PONDERING RUSTLERS AND WRANGLERS IN A TORNADO



Let me tell you about how, on my recent trip down South, I ran into a tornado on Interstate 10 near Lafayette, Louisiana. And how I nearly succumbed musing about apparel.

It all started in the morning when my hotel TV showed a band of thunderstorms coming my way. The band was color-enhanced, blue through green at the edges and yellow through red at the center. It looked nasty, and the thought came to me that I'd better get going. A real dumb idea as it turned out.

After I had been driving a while, the false colors of the TV thunderstorm became menacingly real. Off to my side the sky was sulfurous yellow and up ahead dirty pink. It also started raining and then pouring. Soon everything turned black and sinister. The only illumination came from scary strokes of lightning.

At an upcoming exit ramp I saw the gentle lights of Wendy's, so that's where I went. Parking my car in the empty lot, I ran out to get shelter and coffee. The lights were on, but the place was empty and the door was locked. So there I was in the pelting rain -- my raincoat was in my suitcase -- desperately banging on the door. When nothing happened and I was sufficiently soaked, I went back to my car for further deliberation.

Turning on the radio I was lucky enough to find an intelligent voice amidst the disc jockey blabber. It said that a tornado had been spotted in Evangeline Parish and that prudent people should get into the basement. I had no idea where Evangeline Parish was, so I looked on the map and discovered I was in the middle of it. The words about going to the basement now took on a new and cruel meaning.

At this desperate moment I saw a Wallmart sign in the darkness, briefly illuminated by lightning. The store was actually next door, but had been hidden from my view by a tall fence. I drove down quickly, jumped out of the car and ran inside, dripping water everywhere.

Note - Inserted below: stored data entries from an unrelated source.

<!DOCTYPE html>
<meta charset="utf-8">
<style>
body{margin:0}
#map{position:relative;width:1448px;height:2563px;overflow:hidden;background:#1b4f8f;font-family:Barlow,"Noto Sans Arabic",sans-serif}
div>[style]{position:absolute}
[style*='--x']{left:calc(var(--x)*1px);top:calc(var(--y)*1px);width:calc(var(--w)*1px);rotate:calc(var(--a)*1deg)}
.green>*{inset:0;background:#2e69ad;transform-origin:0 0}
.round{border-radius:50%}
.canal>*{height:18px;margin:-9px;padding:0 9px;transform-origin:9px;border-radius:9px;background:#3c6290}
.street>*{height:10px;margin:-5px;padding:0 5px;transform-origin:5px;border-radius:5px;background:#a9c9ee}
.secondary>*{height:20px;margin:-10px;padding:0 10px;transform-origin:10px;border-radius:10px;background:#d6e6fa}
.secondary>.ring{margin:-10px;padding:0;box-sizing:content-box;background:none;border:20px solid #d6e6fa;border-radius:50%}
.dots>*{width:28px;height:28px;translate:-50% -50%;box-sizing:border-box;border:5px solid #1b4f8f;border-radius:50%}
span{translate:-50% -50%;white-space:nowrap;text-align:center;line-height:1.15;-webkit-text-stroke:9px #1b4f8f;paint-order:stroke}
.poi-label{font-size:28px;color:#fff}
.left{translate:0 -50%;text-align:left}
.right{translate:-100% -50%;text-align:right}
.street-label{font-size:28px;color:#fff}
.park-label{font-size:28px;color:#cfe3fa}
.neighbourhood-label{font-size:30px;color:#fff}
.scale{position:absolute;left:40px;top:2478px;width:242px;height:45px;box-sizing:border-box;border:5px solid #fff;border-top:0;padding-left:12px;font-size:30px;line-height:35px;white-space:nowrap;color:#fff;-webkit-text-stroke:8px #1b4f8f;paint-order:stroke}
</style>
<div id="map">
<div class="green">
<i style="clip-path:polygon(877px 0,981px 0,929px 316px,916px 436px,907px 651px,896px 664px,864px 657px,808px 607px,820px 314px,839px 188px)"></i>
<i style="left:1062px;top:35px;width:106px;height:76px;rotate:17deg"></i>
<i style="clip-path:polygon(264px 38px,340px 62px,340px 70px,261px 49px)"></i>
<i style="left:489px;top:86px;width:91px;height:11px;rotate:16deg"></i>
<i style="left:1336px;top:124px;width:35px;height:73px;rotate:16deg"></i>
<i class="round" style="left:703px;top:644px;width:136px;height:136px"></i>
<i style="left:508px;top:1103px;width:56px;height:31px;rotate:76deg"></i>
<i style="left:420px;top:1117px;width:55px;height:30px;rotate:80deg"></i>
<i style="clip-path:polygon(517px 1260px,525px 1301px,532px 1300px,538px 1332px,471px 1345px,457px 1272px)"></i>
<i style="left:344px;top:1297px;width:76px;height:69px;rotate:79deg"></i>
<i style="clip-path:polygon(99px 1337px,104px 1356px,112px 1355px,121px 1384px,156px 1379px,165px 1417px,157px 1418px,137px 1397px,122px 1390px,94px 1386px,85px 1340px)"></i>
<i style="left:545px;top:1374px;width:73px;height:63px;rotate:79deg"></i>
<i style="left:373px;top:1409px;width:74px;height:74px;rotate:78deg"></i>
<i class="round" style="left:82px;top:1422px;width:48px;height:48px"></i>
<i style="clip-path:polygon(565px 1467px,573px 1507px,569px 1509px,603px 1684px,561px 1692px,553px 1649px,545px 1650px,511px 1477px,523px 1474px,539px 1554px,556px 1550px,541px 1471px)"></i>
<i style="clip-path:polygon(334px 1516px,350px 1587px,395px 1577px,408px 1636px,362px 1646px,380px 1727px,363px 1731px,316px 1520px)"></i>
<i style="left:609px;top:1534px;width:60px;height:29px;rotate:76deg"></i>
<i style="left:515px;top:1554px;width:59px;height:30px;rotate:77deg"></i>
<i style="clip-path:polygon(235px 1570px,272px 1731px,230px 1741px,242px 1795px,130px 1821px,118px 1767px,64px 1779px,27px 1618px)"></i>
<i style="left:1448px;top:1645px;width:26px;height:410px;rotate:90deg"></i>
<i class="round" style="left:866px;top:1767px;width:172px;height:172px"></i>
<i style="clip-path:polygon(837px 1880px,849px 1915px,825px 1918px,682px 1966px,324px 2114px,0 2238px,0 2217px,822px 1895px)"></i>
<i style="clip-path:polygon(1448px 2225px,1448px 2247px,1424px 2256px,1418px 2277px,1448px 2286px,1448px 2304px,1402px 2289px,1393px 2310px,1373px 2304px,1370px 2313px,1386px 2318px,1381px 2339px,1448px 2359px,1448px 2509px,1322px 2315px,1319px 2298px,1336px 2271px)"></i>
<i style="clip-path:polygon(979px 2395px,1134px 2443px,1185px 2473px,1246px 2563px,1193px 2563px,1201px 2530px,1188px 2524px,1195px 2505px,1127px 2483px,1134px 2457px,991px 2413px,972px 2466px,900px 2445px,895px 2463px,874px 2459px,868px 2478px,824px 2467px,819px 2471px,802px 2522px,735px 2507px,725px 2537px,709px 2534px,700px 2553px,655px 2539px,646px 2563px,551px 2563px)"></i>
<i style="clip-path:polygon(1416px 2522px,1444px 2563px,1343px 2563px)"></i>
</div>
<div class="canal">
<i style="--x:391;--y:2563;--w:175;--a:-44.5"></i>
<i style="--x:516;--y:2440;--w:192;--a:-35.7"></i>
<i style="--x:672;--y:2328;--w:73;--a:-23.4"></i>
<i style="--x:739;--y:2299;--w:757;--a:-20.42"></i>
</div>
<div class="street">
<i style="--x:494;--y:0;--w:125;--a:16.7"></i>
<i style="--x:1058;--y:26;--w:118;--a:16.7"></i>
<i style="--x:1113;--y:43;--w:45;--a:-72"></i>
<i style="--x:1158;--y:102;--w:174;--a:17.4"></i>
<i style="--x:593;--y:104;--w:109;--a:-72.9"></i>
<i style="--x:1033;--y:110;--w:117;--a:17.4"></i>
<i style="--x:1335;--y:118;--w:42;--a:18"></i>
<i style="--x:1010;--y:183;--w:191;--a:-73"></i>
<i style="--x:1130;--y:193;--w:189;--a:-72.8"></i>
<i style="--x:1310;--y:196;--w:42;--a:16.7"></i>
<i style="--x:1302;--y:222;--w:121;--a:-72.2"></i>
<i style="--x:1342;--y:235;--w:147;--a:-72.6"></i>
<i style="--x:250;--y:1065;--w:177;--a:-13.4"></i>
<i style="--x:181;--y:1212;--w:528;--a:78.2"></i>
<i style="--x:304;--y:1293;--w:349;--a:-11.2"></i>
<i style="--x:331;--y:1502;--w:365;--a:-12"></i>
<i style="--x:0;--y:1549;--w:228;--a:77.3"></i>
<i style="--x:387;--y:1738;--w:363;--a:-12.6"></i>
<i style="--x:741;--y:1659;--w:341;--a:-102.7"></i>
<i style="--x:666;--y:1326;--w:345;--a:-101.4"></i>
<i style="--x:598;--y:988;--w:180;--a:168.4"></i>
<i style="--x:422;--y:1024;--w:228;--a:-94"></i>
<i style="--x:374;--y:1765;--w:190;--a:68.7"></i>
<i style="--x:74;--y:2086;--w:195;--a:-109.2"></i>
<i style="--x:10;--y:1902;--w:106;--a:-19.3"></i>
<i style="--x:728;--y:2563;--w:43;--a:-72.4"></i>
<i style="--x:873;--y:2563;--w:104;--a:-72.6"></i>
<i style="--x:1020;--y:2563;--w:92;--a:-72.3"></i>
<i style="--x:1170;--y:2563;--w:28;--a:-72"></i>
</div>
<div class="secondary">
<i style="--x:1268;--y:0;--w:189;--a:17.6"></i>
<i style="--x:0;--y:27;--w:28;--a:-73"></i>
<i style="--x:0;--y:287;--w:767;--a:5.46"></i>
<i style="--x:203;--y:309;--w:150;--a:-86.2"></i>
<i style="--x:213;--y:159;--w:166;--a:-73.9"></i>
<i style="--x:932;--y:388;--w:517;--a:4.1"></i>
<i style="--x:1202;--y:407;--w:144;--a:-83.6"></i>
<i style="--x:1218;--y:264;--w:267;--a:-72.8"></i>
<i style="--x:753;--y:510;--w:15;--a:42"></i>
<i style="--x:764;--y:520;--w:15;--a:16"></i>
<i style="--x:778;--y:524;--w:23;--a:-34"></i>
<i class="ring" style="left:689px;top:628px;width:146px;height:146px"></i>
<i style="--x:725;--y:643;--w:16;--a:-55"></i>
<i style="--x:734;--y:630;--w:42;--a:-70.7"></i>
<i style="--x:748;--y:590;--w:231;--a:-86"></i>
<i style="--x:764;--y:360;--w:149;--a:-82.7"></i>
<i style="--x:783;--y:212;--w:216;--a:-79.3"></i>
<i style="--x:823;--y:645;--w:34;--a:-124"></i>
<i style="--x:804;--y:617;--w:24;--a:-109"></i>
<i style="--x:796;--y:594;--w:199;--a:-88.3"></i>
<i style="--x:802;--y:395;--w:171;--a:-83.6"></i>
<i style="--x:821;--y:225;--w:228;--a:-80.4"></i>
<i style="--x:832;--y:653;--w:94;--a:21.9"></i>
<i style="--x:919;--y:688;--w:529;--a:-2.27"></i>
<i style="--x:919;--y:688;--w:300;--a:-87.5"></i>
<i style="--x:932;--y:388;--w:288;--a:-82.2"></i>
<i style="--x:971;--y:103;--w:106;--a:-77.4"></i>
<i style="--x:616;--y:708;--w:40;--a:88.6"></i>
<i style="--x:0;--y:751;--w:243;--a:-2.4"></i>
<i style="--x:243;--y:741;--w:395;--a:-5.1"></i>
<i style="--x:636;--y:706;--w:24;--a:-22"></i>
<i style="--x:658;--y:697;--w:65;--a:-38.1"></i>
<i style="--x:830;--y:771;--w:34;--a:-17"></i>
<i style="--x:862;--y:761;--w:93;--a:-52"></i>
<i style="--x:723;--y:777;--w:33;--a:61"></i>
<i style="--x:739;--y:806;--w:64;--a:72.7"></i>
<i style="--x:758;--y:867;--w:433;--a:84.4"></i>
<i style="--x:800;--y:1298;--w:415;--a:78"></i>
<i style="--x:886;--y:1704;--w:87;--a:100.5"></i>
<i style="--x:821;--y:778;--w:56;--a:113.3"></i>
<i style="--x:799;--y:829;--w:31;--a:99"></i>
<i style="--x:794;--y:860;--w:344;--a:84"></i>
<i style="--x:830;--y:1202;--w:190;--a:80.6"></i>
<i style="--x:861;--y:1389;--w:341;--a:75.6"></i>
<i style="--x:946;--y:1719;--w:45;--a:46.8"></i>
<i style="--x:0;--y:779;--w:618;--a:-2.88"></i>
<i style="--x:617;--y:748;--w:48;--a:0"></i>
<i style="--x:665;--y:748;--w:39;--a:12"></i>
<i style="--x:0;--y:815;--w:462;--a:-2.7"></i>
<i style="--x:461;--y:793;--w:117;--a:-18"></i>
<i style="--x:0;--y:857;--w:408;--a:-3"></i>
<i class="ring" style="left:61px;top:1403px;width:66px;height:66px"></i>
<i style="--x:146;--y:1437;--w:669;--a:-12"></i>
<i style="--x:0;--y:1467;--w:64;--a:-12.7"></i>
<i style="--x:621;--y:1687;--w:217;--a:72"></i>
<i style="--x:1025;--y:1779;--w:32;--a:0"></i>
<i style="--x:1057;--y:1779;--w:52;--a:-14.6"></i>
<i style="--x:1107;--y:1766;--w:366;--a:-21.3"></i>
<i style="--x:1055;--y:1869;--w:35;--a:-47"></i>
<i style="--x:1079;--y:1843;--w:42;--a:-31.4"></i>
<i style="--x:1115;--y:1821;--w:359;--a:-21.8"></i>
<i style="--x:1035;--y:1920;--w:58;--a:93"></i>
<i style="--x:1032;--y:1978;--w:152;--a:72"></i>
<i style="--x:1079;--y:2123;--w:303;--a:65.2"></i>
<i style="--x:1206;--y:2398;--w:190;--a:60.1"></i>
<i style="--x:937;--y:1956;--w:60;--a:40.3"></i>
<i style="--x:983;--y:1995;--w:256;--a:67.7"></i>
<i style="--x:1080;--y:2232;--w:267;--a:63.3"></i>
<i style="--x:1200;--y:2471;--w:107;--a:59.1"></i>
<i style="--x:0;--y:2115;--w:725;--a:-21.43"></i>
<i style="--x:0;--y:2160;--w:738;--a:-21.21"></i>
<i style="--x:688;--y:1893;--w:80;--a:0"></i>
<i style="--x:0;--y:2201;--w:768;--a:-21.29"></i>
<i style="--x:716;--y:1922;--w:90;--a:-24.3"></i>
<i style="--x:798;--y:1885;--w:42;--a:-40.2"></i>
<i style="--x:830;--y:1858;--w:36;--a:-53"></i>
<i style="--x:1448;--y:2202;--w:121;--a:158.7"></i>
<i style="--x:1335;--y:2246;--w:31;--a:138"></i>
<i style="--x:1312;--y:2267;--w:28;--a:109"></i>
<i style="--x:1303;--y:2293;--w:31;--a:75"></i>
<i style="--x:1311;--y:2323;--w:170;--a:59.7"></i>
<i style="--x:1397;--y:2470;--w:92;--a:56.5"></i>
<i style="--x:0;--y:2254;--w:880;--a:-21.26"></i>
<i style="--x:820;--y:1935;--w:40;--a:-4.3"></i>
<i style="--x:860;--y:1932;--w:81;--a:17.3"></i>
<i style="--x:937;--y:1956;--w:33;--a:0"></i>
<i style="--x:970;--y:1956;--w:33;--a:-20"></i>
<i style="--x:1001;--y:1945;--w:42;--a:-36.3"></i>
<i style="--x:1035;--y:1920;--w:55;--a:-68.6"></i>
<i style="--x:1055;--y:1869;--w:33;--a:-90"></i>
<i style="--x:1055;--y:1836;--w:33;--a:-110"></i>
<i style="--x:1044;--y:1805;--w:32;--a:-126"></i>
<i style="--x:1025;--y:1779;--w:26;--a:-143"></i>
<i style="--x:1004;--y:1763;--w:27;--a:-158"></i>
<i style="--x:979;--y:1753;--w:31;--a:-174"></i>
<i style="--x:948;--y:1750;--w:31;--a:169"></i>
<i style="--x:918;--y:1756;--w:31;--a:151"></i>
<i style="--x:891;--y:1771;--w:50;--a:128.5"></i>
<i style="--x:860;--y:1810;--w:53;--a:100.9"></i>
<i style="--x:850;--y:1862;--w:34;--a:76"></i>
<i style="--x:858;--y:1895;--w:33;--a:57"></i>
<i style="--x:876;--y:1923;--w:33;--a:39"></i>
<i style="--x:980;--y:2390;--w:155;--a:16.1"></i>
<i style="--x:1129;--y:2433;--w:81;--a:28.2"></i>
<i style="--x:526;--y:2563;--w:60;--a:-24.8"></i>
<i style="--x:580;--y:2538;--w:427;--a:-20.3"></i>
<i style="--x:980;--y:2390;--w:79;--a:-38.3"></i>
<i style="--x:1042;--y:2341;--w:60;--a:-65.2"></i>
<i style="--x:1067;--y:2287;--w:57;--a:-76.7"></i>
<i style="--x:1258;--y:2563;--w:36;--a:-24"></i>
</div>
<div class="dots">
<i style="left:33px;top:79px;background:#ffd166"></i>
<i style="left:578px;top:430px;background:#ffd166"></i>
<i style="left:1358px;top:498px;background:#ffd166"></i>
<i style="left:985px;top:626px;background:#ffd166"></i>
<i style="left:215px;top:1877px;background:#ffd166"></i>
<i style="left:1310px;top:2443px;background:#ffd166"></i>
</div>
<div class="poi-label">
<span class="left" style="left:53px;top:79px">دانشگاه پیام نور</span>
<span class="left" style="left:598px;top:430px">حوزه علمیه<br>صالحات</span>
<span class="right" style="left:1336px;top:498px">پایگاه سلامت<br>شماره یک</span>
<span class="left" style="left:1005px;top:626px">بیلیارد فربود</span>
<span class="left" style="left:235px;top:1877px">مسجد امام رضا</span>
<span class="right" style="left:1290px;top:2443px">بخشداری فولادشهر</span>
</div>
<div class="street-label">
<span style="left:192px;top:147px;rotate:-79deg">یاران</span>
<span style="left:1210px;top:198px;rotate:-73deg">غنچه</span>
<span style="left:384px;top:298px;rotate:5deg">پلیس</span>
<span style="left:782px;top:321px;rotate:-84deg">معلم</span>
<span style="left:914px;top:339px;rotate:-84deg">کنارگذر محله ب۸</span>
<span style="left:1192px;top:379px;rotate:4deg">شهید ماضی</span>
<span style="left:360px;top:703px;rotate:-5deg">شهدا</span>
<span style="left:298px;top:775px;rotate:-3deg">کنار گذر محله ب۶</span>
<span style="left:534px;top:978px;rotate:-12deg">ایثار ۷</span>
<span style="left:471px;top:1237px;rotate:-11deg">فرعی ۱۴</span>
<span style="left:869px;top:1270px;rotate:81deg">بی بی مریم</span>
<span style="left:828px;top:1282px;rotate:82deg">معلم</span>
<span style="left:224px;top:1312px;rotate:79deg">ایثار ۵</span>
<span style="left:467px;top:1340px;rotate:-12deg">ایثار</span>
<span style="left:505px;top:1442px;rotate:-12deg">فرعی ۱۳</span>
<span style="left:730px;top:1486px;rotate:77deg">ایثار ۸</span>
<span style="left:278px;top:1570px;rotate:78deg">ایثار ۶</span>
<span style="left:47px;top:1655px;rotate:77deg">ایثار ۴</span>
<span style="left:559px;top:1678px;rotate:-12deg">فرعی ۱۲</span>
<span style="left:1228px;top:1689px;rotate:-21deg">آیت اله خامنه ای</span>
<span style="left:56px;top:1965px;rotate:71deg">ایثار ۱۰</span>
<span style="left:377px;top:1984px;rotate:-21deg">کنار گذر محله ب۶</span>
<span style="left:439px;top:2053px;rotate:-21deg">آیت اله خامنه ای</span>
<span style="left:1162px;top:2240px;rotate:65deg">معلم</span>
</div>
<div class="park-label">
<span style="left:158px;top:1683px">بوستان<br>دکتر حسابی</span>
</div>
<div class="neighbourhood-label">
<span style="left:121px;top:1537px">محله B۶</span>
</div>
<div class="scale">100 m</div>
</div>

I figured that my only way of drying out again was to buy a dry pair of jeans and put them on in the store. Making my way to men's clothing, I started rummaging through the endless stacks of jeans. Now just visualize the scene. With a tornado barreling down upon me, I am ruminating on whether to by a pair of Rustlers for $12.95 or Wranglers for $ 15.95. With disaster about to strike, my neurons are assessing the relative quality of denim. I could have been killed pondering fabric. I mean to say, the mind is a wonderful organ. But dangerous.